Insulin is normally secreted in patterns of both low-frequency ultradian and high-frequency oscillations. Denervation of the pancreas graft did not affect the presence of low-frequency ultradian oscillations of insulin secretion, which were also stable over time (6 months and 2 yr), and similar to kidney transplant recipients (85). However, another group suggested that although frequency was unchanged, pulsation amplitude was increased compared with controls (86). This group also described no changes in frequency or amplitude of high-frequency pulsations, whereas another group reported both a greater frequency and amplitude of high-frequency pulsations after pancreas transplant compared with kidney transplant recipients (86, 87).
The ß-cells of a healthy pancreas graft display both normal first- and second-phase insulin secretion in response to iv glucose (50, 80, 88, 89, 90). Blunting of first-phase insulin secretion suggests impending graft failure as it is only observed after whole-organ pancreas transplantation with damage to the pancreas graft or with increased secretory demand, as with obesity, worsened insulin resistance, or high concentrations of immunosuppressant therapy (91, 92).
Although fasting C peptide concentrations are generally elevated, they are similar to those in nondiabetic kidney transplant recipients regardless of the venous drainage technique (80, 81, 93). C peptide concentrations after a mixed meal challenge have been reported to be greater than (93), less than (80), and the same as (81) those of kidney transplant recipients, so they may depend on the relative insulin resistance and/or renal insufficiency of both the pancreas and the kidney transplant controls being studied.

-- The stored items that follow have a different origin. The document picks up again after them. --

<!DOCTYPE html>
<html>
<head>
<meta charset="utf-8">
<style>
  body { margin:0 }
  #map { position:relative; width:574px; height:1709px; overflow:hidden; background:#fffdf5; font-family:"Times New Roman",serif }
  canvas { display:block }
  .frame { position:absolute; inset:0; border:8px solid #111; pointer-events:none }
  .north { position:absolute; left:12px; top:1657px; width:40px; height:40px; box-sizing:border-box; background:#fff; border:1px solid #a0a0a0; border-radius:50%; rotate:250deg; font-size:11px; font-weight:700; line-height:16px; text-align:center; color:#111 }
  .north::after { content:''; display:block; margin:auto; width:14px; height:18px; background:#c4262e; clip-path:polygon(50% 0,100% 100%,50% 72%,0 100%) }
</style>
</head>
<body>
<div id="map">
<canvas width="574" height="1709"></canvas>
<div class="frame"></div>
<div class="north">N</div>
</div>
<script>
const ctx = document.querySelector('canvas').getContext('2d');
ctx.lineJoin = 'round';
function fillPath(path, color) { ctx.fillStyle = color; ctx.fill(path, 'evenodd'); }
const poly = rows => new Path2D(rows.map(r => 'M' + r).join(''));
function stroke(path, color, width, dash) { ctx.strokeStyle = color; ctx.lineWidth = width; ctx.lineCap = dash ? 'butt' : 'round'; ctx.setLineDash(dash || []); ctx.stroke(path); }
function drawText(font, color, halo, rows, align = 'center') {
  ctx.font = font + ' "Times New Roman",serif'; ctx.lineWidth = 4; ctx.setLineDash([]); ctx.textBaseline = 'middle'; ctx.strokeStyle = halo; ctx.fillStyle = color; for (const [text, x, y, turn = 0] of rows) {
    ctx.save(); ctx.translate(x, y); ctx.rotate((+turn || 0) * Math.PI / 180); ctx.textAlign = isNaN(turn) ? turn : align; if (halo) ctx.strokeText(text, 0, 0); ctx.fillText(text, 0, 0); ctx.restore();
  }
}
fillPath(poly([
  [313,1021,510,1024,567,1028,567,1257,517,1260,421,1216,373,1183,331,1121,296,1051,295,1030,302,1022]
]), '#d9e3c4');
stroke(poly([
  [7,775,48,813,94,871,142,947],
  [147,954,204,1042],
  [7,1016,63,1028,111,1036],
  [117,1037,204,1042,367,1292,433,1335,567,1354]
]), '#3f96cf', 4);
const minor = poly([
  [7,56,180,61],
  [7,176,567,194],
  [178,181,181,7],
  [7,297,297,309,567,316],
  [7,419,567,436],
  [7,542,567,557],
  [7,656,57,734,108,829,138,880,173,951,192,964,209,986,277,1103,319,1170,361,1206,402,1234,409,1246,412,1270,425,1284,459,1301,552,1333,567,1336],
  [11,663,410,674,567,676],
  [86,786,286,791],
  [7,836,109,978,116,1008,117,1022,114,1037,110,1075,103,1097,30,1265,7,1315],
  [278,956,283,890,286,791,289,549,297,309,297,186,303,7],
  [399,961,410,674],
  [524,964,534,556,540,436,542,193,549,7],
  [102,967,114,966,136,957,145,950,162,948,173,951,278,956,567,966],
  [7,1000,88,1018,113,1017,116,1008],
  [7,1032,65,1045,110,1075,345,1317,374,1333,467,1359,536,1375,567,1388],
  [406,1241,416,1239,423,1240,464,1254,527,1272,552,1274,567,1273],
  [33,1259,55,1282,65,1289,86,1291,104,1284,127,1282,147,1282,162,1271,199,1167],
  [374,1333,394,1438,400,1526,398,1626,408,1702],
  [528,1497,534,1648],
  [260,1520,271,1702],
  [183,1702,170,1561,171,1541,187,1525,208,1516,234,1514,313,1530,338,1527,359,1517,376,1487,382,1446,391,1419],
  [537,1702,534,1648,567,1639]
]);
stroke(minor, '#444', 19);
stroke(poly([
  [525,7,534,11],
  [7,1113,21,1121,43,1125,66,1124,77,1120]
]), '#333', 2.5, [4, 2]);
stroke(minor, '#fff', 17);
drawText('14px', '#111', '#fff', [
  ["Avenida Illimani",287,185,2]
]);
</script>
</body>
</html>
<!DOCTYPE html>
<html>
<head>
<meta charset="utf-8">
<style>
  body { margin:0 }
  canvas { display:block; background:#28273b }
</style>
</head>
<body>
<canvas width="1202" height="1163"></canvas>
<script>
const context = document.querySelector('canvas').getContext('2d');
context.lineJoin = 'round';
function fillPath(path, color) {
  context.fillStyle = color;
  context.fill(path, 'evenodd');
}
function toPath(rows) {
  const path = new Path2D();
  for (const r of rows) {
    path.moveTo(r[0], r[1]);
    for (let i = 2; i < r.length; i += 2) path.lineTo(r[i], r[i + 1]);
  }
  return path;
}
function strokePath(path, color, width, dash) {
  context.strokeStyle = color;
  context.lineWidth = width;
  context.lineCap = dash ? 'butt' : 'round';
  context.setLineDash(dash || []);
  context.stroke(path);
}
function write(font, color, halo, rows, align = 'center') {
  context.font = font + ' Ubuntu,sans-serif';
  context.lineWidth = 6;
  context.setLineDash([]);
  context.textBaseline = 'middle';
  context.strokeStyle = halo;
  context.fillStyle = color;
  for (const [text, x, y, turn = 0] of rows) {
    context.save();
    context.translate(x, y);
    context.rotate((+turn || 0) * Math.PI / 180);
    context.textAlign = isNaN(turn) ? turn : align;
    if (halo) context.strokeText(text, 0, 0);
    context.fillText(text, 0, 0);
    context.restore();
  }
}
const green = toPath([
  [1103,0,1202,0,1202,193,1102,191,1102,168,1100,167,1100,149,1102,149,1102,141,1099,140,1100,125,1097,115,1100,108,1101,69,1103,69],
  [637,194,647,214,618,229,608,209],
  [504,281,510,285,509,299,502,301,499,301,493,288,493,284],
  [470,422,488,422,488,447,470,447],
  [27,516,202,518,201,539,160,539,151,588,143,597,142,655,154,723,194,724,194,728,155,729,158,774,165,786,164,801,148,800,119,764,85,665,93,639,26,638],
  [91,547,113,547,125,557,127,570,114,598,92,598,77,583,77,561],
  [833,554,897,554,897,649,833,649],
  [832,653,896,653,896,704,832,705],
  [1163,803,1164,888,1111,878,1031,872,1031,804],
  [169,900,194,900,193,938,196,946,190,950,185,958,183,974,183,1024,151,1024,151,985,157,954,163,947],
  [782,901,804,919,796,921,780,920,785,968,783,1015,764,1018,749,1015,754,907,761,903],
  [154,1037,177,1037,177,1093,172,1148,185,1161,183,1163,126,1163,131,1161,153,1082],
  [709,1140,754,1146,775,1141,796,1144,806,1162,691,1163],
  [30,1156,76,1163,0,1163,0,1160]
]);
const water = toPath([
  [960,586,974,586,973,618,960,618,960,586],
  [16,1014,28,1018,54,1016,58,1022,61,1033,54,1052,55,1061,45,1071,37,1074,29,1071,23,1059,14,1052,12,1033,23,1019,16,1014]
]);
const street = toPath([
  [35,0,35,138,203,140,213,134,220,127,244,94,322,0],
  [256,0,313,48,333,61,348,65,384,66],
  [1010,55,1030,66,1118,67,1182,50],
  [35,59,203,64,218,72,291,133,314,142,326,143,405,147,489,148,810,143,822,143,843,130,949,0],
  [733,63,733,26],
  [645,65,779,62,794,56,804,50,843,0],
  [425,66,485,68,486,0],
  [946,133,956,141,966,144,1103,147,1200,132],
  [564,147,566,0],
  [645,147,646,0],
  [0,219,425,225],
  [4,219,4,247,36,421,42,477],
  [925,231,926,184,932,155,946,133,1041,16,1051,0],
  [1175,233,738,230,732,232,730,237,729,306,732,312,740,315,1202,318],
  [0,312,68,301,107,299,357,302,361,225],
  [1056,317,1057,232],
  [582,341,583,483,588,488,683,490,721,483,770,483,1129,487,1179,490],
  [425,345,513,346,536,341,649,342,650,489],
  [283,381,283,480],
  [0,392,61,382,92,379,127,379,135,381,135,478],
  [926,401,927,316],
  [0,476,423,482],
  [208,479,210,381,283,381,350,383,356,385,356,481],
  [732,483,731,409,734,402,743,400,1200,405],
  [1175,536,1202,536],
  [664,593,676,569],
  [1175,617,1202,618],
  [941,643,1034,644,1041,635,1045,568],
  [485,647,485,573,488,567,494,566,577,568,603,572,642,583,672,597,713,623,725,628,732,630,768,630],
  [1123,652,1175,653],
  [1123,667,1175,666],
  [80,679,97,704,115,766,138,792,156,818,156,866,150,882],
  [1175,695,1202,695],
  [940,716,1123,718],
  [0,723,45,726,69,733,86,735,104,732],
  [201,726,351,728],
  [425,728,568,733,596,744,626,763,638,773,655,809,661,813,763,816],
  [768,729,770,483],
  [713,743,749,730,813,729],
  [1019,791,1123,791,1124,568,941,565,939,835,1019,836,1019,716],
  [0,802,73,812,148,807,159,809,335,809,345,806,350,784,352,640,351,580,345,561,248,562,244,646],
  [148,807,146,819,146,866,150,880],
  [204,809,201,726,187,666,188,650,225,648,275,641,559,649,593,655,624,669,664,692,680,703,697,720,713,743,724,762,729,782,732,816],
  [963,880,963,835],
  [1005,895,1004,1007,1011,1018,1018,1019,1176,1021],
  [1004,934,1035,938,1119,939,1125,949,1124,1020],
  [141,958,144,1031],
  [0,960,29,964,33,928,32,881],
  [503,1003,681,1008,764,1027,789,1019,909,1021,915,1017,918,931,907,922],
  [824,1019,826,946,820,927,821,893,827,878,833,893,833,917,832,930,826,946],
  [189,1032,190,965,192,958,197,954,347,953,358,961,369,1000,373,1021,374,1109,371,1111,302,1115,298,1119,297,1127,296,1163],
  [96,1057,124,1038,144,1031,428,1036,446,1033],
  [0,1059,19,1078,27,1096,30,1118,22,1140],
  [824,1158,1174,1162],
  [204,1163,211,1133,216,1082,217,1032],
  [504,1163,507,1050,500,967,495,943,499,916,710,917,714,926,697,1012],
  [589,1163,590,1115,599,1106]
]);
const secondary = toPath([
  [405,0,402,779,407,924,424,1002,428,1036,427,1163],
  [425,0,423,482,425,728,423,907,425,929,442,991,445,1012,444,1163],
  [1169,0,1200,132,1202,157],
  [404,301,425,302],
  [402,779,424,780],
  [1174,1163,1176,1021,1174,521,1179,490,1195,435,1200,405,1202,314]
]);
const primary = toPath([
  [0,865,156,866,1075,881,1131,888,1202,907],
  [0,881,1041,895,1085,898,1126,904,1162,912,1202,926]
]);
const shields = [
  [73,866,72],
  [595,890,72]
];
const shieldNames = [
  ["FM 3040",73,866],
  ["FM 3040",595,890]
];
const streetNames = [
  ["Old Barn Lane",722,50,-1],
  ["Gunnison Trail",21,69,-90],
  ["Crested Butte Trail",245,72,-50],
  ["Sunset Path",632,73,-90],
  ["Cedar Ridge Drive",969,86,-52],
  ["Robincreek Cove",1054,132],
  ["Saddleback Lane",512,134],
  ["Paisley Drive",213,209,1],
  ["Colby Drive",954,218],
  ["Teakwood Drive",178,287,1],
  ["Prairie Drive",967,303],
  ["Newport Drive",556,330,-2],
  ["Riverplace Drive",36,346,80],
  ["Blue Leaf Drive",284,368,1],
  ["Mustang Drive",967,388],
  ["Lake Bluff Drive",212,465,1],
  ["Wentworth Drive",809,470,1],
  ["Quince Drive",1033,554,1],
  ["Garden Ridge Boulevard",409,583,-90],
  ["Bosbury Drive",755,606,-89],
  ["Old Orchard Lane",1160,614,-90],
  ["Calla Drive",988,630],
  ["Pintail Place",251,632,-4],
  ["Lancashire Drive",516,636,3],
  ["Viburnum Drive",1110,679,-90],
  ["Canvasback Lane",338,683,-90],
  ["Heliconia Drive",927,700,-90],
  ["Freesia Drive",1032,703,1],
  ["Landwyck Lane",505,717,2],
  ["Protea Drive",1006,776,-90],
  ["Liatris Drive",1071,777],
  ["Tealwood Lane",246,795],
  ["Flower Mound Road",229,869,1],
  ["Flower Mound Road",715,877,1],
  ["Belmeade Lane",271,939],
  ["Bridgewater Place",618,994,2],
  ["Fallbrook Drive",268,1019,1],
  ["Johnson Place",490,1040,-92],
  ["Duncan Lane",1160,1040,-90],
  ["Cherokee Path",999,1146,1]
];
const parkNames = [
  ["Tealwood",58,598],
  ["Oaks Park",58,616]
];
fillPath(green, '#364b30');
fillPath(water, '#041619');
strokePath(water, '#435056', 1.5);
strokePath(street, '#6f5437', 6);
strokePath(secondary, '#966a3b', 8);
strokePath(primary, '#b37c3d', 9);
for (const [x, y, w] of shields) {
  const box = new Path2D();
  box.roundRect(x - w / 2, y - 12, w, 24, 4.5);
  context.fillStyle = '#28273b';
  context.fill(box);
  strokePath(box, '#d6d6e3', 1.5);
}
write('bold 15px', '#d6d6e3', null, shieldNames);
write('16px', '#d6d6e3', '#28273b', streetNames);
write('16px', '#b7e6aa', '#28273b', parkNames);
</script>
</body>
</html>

Increased proinsulin secretion relative to insulin or C peptide can be an early marker of ß-cell injury or failure. Several (83, 94, 95, 96), although not all (80, 90), investigators reported that proinsulin was increased after pancreas transplant. However, fasting insulin and proinsulin concentrations and proinsulin/insulin ratio fall over the first 24 months after transplant, with no evidence of deterioration of glucose control (83). Proinsulin to insulin and proinsulin to C peptide ratios are also similar to those reported in kidney transplant recipients (94, 95). Thus, the elevation in proinsulin after pancreas transplant most likely reflects mild insulin resistance and decreased renal clearance rather than deteriorating pancreatic graft function.
Glucagon secretion immediately after transplant reflects both graft and native pancreas function. Fasting glucagon concentrations the first month after pancreas transplant can be three to four times normal, but decrease over the first 24 months after transplant, to slightly increased concentrations, similar to those of kidney transplant recipients who are given similar immunosuppression (81, 83, 97, 98, 99). Oral glucose suppresses glucagon secretion in pancreas transplant recipients more than controls, but is similar to that of nondiabetic kidney transplant recipients (81, 99, 100). Most importantly, glucagon secretion in response to hypoglycemia recovers after transplant, returning to normal in some studies (101), or less than normal, but improved in others, compared with type 1 diabetic controls (90, 97).
Several tests can serve as markers of those at risk for graft failure from whatever cause. In one study, an oral glucose tolerance test, performed on average 1.7 yr after simultaneous pancreas-kidney transplant that showed impaired glucose tolerance (using World Health Organization criteria), predicted risk of graft failure within 10 yr (102). Cytomegalovirus (CMV) infection also predicted greater risk of graft failure (P < 0.05). Mean 24-h glucose greater than 127 mg/dl at 1 yr was better than any other measure evaluated after transplant to predict those at high risk (93%) for pancreas graft failure within 4 yr (103).
In summary, glucose normalizes immediately after pancreas transplant, at the expense of hyperinsulinemia if SVD is used. Insulin secretion demonstrates oscillations despite denervation, as well as normal first- and second-phase secretion responses, unless there is a decrease in graft function or increased insulin resistance. C peptide concentrations are often slightly elevated, both basally and after mixed meal stimulus, but similar to those of nondiabetic kidney transplant recipients. Although fasting proinsulin is increased, it does not necessarily represent failing graft function, and glucagon response to hypoglycemia improves over time.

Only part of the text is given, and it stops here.